KSPAtlas@sopuli.xyz 3 weeks ago
I’ve worked on it as a personal writing system for probably like a year or so now
Y’v werkt on it az a personal ryting sistem for probabli lyk a jēr or sō nü
faintwhenfree@lemmus.org 3 weeks ago
UK is the worst, US makes sense at least to some degree.
Gloucestershire - pronounced glostershire Warwick - pronounced warrick And there like hundreds of these weird ones.
arudesalad@piefed.ca 3 weeks ago
Place names are cheating. Almost all of them come from old/other languages that have very little resemblance to modern english.
undefined@lemmy.hogru.ch 3 weeks ago
The UK accent is actually more “modern” than the US one because the US one is more aligned with the accent imported around the time of colonialism.

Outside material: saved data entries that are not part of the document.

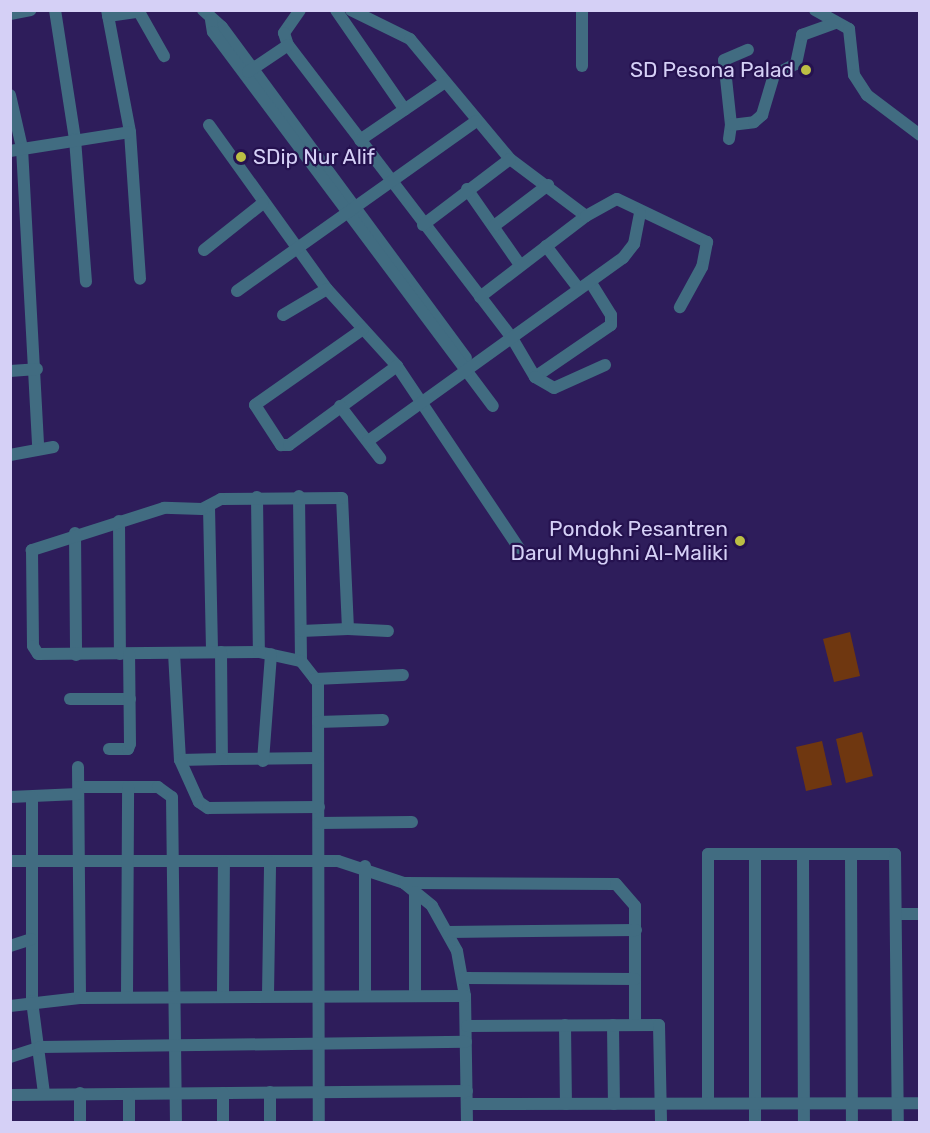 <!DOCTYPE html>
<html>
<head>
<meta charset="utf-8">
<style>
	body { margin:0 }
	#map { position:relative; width:930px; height:1133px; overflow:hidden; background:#2e1d5b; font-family:Rubik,sans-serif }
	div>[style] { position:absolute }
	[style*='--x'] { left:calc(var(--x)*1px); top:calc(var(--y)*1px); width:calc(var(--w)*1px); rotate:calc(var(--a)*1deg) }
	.green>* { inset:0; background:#6f3710 }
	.minor>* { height:12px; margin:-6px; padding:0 6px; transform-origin:6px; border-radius:6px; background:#416c81 }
	.dots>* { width:16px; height:16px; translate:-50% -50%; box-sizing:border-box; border:3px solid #25124f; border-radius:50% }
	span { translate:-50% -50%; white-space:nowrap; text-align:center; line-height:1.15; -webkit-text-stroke:4.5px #25124f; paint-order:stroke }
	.poi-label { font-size:21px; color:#d5d0f6 }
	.right { translate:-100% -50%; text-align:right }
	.left { translate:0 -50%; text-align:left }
	.frame { position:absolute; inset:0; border:12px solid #d5d0f6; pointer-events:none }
</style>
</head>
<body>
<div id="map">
	<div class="green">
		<i style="clip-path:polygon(850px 632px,860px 676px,834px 682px,823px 639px)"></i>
		<i style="clip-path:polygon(862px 732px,873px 776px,846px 783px,836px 739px)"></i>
		<i style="clip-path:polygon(822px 741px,832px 785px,806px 791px,796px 747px)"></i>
	</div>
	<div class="minor">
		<i style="--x:55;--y:10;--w:131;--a:81.2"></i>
		<i style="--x:75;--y:139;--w:143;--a:85.6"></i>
		<i style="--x:107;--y:10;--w:124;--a:79.3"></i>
		<i style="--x:130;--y:132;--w:147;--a:86.1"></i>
		<i style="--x:138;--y:10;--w:53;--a:60.5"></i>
		<i style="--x:203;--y:10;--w:25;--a:42"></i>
		<i style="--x:222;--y:27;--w:411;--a:53.6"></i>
		<i style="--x:300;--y:10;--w:28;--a:125"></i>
		<i style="--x:284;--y:33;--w:13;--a:72"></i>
		<i style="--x:288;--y:45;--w:369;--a:52.6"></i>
		<i style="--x:512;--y:338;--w:45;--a:59.5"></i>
		<i style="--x:535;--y:377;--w:92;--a:-34.4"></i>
		<i style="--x:611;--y:325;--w:10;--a:-90"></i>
		<i style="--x:611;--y:315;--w:38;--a:-122"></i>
		<i style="--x:336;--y:10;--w:121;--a:55.4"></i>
		<i style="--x:351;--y:10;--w:66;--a:26.2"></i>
		<i style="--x:410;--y:39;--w:156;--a:50.2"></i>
		<i style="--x:510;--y:159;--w:95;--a:36.9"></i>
		<i style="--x:582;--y:10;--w:56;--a:90"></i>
		<i style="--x:815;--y:10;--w:39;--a:29"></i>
		<i style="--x:849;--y:29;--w:46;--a:83.8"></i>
		<i style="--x:854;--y:75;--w:24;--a:57"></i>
		<i style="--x:867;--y:95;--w:66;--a:37"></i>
		<i style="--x:10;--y:14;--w:21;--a:-11"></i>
		<i style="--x:108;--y:16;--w:30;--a:-8"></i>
		<i style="--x:211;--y:20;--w:12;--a:81"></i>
		<i style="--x:213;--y:32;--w:467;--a:53.2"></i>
		<i style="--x:248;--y:72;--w:48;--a:-34"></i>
		<i style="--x:10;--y:95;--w:54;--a:77.2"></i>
		<i style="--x:22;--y:148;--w:299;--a:86.9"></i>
		<i style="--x:209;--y:125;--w:202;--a:54.3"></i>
		<i style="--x:327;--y:289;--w:104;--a:47.7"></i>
		<i style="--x:397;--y:366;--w:219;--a:56.2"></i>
		<i style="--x:731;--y:125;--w:65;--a:-96.1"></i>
		<i style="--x:724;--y:60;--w:26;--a:-23"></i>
		<i style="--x:729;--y:139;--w:14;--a:-82"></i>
		<i style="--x:731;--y:125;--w:23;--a:-7"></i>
		<i style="--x:754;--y:122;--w:11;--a:-41"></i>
		<i style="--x:762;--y:115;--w:42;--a:-73.3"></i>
		<i style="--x:774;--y:75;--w:25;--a:-27"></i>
		<i style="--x:796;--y:64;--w:30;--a:-78"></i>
		<i style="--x:802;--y:35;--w:35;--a:-20"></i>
		<i style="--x:360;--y:140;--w:103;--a:-34.3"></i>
		<i style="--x:10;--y:151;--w:121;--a:-9"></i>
		<i style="--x:467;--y:189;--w:93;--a:55.1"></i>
		<i style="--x:423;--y:225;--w:109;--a:-37.2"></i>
		<i style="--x:494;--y:226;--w:68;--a:-37.2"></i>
		<i style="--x:546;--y:246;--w:54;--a:52.5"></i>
		<i style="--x:204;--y:250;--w:75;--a:-38.5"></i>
		<i style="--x:237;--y:291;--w:293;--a:-35.4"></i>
		<i style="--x:480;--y:297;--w:133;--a:-37.4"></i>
		<i style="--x:586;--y:216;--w:35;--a:-29"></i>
		<i style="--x:617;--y:199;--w:100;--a:25.5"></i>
		<i style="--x:707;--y:242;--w:25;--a:101"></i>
		<i style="--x:702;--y:267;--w:46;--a:118.8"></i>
		<i style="--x:283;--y:315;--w:51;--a:-30.6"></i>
		<i style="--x:363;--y:329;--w:132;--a:144.9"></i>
		<i style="--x:255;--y:405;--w:48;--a:57"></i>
		<i style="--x:281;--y:445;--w:8;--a:0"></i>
		<i style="--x:289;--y:445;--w:134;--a:-36.2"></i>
		<i style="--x:10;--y:371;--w:27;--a:-4"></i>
		<i style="--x:535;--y:377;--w:22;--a:30"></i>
		<i style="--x:554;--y:388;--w:56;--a:-24.3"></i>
		<i style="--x:340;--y:406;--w:66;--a:52.4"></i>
		<i style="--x:368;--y:441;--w:314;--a:-35.7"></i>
		<i style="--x:623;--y:258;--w:18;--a:-52"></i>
		<i style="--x:634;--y:244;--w:31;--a:-79"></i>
		<i style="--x:10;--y:455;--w:44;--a:-10.5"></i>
		<i style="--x:299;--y:496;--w:165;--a:89.3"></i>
		<i style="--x:257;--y:497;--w:155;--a:89.3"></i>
		<i style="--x:209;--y:507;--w:145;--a:88.8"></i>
		<i style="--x:119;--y:521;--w:133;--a:89.6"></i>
		<i style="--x:75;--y:533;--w:122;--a:89.5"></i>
		<i style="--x:348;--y:629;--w:40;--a:2.9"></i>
		<i style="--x:301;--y:631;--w:47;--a:-2.4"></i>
		<i style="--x:348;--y:629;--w:131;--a:-92.6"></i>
		<i style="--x:342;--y:498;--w:121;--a:179.5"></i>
		<i style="--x:221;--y:499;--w:21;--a:152"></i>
		<i style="--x:202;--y:509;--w:38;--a:-178"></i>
		<i style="--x:164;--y:508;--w:139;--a:162.3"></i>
		<i style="--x:32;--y:550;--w:96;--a:89.4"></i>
		<i style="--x:33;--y:646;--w:9;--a:58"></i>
		<i style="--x:38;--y:654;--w:221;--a:-0.5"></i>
		<i style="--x:259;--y:652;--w:43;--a:12.1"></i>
		<i style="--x:301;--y:661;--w:28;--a:52"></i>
		<i style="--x:318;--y:683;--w:439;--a:89.9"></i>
		<i style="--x:221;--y:652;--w:107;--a:89.5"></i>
		<i style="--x:222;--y:759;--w:96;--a:-0.6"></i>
		<i style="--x:174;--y:653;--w:107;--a:86.8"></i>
		<i style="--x:315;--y:679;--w:88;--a:-2.6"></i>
		<i style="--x:70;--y:699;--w:60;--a:0"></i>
		<i style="--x:318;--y:722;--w:65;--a:-1.8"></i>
		<i style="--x:109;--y:749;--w:19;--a:0"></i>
		<i style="--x:128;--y:749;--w:5;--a:-68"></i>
		<i style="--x:130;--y:744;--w:90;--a:-90.6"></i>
		<i style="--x:222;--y:759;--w:42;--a:178.6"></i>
		<i style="--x:180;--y:760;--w:46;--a:65.7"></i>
		<i style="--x:199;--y:802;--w:11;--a:34"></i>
		<i style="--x:208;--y:808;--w:111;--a:-0.5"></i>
		<i style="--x:263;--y:761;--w:107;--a:-85.7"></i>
		<i style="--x:78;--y:767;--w:231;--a:89.5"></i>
		<i style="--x:79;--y:787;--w:79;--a:0"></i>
		<i style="--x:158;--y:787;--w:17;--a:36"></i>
		<i style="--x:172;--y:797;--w:325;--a:89.3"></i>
		<i style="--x:10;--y:797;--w:68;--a:-2.5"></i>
		<i style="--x:32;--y:797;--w:204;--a:90"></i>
		<i style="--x:32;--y:1001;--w:93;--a:82.6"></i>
		<i style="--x:319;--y:823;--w:93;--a:-0.6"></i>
		<i style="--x:755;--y:854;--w:268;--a:90"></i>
		<i style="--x:803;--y:854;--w:268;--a:89.8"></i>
		<i style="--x:851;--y:854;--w:268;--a:89.8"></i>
		<i style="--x:10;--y:861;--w:328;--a:0"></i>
		<i style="--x:338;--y:861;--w:70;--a:18.4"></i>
		<i style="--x:404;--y:883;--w:36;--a:39"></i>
		<i style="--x:432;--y:906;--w:51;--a:60.9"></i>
		<i style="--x:457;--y:951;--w:46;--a:79.9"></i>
		<i style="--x:465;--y:996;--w:126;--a:89.1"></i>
		<i style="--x:404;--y:883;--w:212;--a:0.3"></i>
		<i style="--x:616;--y:884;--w:29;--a:49"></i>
		<i style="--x:635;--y:906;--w:119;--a:90"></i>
		<i style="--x:898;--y:914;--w:22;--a:0"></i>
		<i style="--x:448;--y:932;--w:188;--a:-0.6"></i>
		<i style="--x:10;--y:946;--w:22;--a:-18"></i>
		<i style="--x:464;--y:978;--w:171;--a:0.3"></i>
		<i style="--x:223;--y:995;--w:133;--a:-89.6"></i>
		<i style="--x:268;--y:995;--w:133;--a:-89.1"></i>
		<i style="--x:365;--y:995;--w:129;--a:-90"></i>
		<i style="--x:415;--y:995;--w:103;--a:-90"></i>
		<i style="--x:127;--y:997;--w:210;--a:-89.7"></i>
		<i style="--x:10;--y:1006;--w:70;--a:-6.5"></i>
		<i style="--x:80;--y:998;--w:385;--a:-0.3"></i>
		<i style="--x:565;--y:1025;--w:79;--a:89.3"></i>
		<i style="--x:613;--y:1025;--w:79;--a:89.3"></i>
		<i style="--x:467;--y:1026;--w:192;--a:-0.3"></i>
		<i style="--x:659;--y:1025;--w:97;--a:88.8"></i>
		<i style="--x:10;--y:1057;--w:32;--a:-18"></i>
		<i style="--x:40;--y:1047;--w:426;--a:-0.7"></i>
		<i style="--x:270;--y:1092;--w:30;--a:90"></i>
		<i style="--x:10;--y:1095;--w:457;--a:-0.5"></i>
		<i style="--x:708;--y:1103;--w:249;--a:-90"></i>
		<i style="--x:708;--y:854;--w:187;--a:0"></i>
		<i style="--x:895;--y:854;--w:268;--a:89.4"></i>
		<i style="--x:467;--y:1104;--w:453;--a:-0.1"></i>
		<i style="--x:80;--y:1122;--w:29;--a:-90"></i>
		<i style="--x:129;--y:1122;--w:28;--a:-90"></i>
		<i style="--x:223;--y:1122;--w:29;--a:-90"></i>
	</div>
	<div class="dots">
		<i style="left:806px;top:70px;background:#bcbf44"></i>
		<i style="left:241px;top:157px;background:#bcbf44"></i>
		<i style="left:740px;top:541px;background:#bcbf44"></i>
	</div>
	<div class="poi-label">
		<span class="right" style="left:794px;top:70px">SD Pesona Palad</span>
		<span class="left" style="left:253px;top:157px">SDip Nur Alif</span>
		<span class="right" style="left:728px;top:541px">Pondok Pesantren<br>Darul Mughni Al-Maliki</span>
	</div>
	<div class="frame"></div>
</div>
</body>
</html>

Viking_Hippie@lemmy.dbzer0.com 3 weeks ago
Which one of the dozens if not hundreds of regional and culturally originated dialects and accents do you mean?
That’s not how it works.
Like the Spanish- French- and Portuguese-speaking parts of the Americas, American English may have developed from an earlier form of English, but It has since gone through its own parallel evolution, making it just as “modern” as British English.
FishFace@piefed.social 3 weeks ago
The US one evolved as well, just preserved rhoticity which is a major feature. There’s no “UK accent” (nor “us accent") either - West country accents for example are still rhotic
samus12345@sh.itjust.works 3 weeks ago
Good thing, too, pirates would sound silly saying, “Ahhhhh, shivah me timbahs!”
tigeruppercut@lemmy.zip 3 weeks ago
There is an accent called General American (GenAm), however.
en.wikipedia.org/wiki/General_American_English?us…
Rothe@piefed.social 3 weeks ago
No, that is garbled nonsense based on the misunderstanding of a factoid.